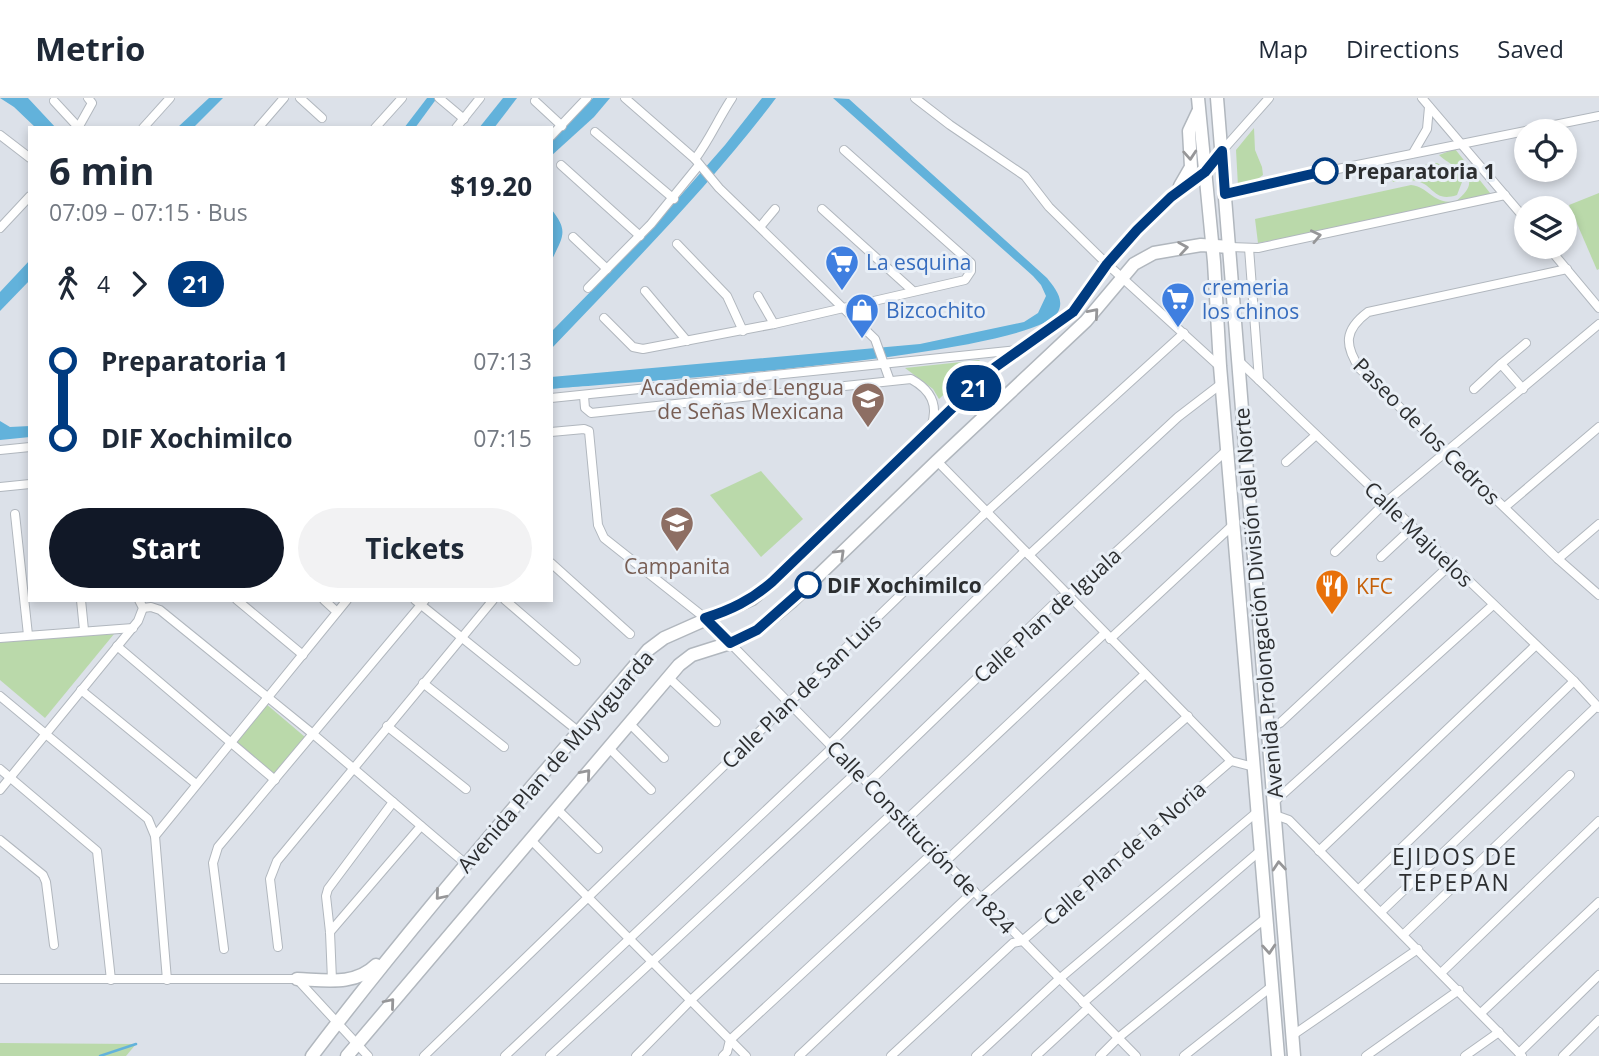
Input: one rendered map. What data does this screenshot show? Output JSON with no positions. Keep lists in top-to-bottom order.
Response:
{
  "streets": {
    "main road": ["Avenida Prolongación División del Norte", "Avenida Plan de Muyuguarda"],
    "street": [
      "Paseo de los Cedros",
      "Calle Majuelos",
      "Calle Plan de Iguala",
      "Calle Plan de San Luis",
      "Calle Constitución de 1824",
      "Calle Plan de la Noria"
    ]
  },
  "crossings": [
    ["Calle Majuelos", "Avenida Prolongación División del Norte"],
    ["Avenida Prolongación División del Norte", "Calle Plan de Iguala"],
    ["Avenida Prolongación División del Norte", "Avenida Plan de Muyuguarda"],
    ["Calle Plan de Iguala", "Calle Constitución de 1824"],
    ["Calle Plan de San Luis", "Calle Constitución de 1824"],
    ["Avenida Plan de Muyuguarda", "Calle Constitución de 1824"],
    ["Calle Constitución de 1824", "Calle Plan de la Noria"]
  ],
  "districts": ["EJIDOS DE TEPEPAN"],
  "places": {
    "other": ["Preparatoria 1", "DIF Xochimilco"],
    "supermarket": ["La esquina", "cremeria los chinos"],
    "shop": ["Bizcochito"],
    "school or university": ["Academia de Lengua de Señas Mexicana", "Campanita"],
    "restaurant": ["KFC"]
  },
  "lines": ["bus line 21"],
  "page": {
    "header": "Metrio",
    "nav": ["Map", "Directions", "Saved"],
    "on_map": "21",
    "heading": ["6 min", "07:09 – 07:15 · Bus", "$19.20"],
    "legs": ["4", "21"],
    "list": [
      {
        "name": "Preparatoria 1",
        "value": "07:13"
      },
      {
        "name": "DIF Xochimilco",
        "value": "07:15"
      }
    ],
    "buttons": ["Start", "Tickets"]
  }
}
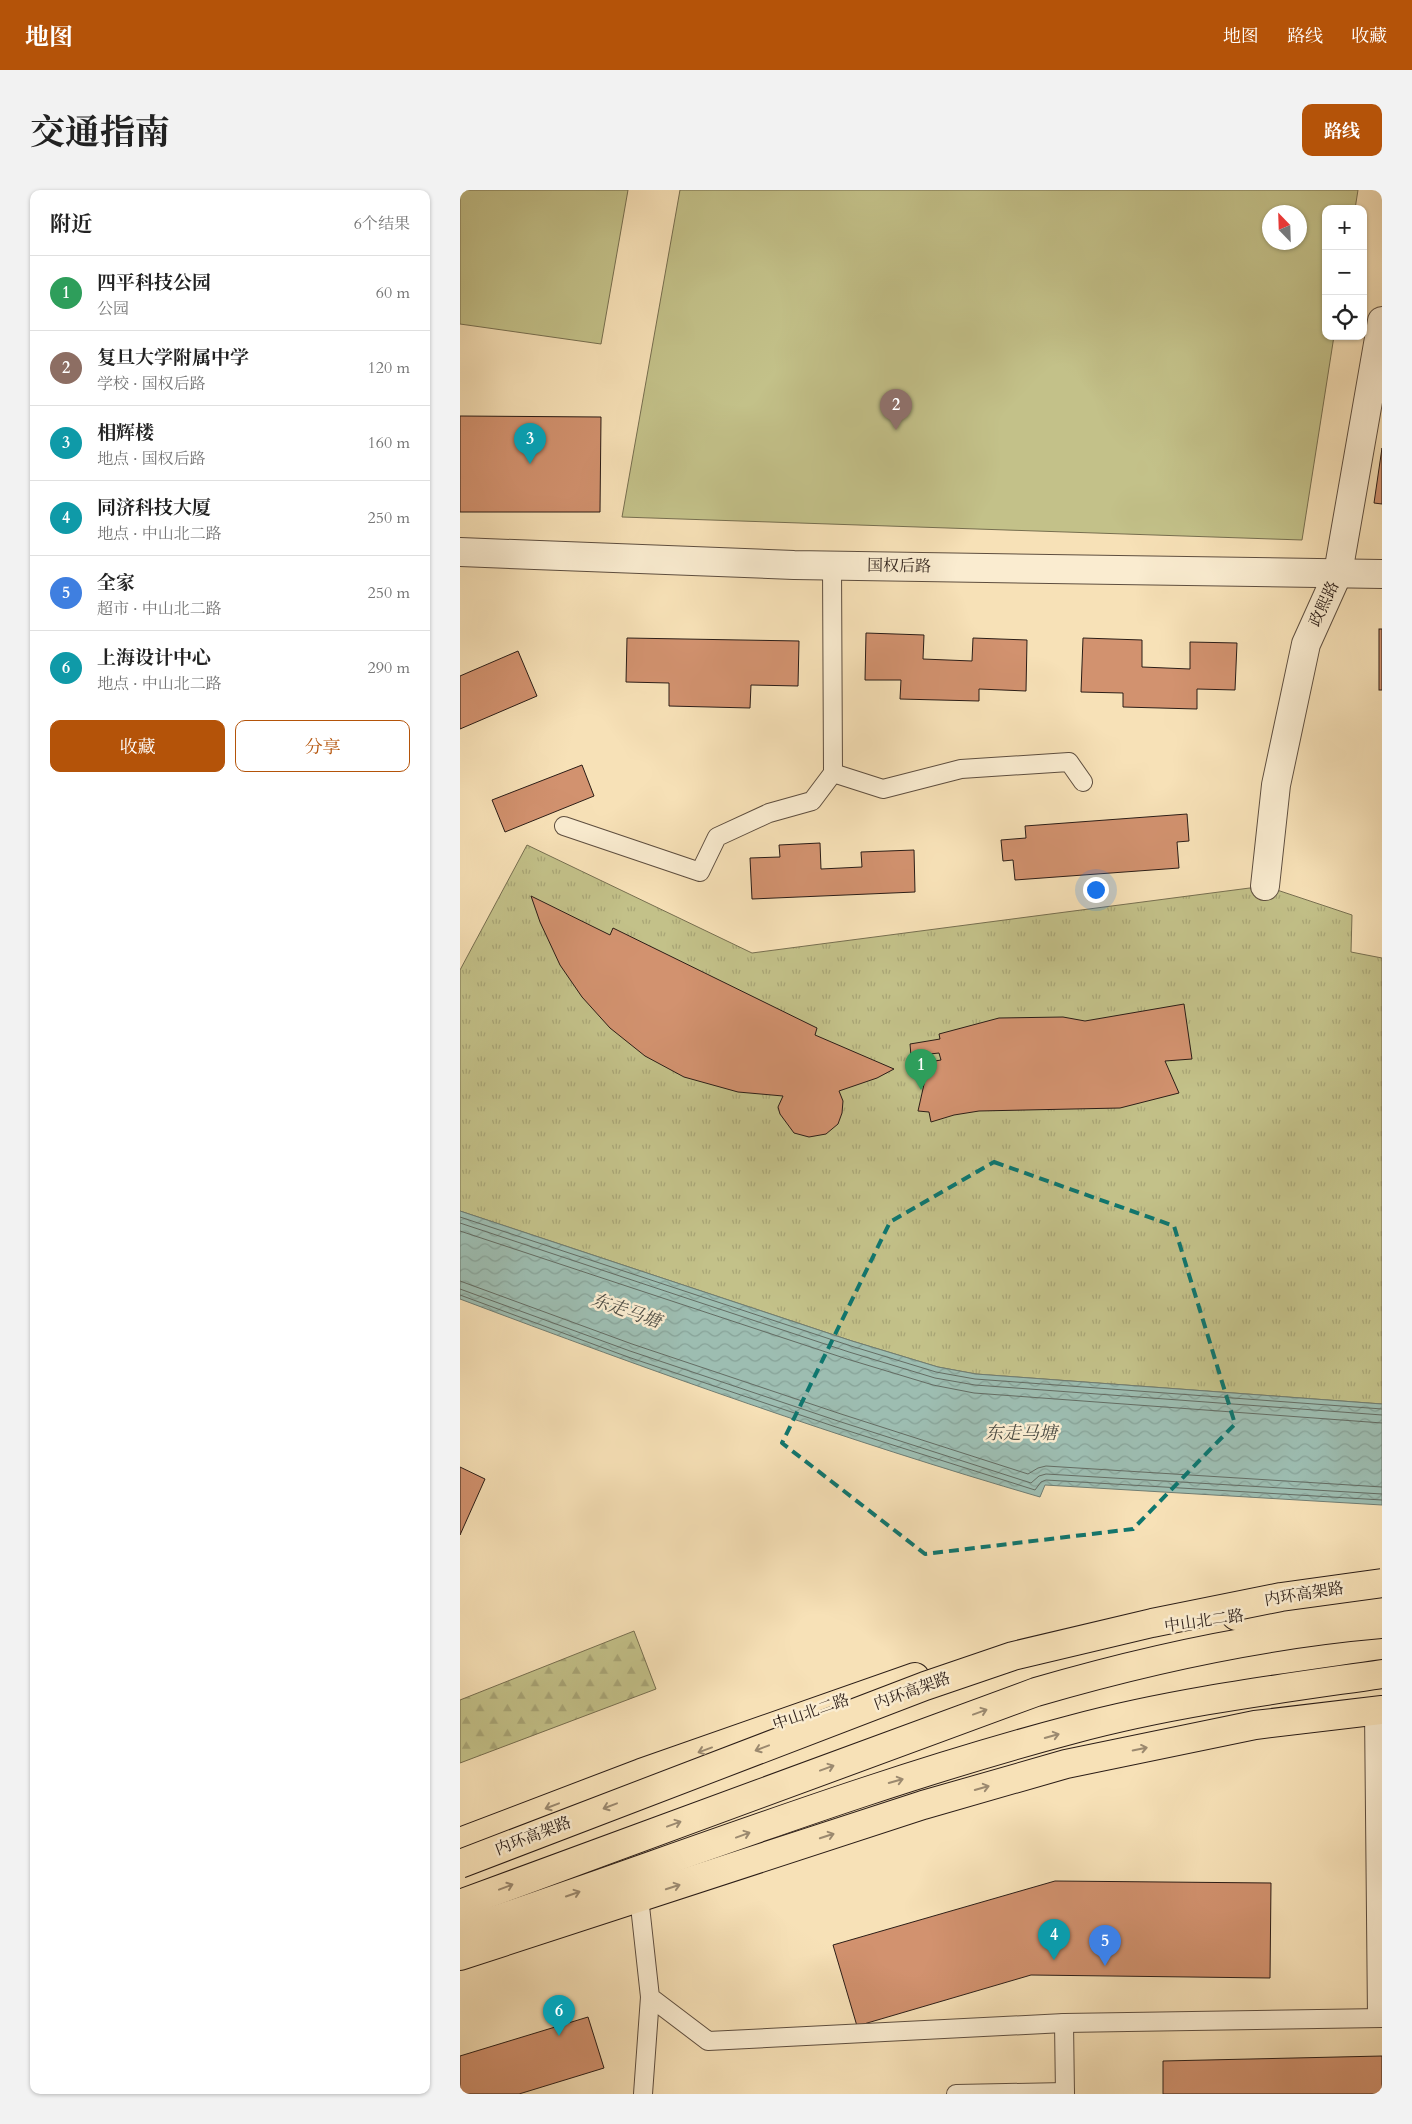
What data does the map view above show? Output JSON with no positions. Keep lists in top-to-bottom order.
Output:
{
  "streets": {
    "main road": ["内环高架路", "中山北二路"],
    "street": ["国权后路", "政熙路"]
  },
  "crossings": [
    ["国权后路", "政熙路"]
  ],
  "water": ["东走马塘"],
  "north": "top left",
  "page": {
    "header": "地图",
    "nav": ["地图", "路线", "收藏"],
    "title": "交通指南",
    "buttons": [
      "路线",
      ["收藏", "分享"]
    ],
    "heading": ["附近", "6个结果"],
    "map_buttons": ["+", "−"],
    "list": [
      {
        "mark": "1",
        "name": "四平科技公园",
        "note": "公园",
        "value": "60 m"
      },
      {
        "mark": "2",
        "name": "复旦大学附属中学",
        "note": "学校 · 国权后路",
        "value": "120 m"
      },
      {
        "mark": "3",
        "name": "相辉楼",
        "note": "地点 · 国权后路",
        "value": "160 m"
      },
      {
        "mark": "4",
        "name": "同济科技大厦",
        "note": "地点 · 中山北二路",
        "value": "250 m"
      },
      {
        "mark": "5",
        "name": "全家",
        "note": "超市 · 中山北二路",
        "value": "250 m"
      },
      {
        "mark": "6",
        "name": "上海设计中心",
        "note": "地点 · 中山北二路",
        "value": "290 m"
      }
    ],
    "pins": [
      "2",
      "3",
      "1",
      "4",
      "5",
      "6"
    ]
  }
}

| EXERCISE INSTRUCTIONS |
The job is to copy each line from the material above that holds the word "data".

| SOLUTION TO THE PROBLEM |
Input: one rendered map. What data does this screenshot show? Output JSON with no positions. Keep lists in top-to-bottom order.
What data does the map view above show? Output JSON with no positions. Keep lists in top-to-bottom order.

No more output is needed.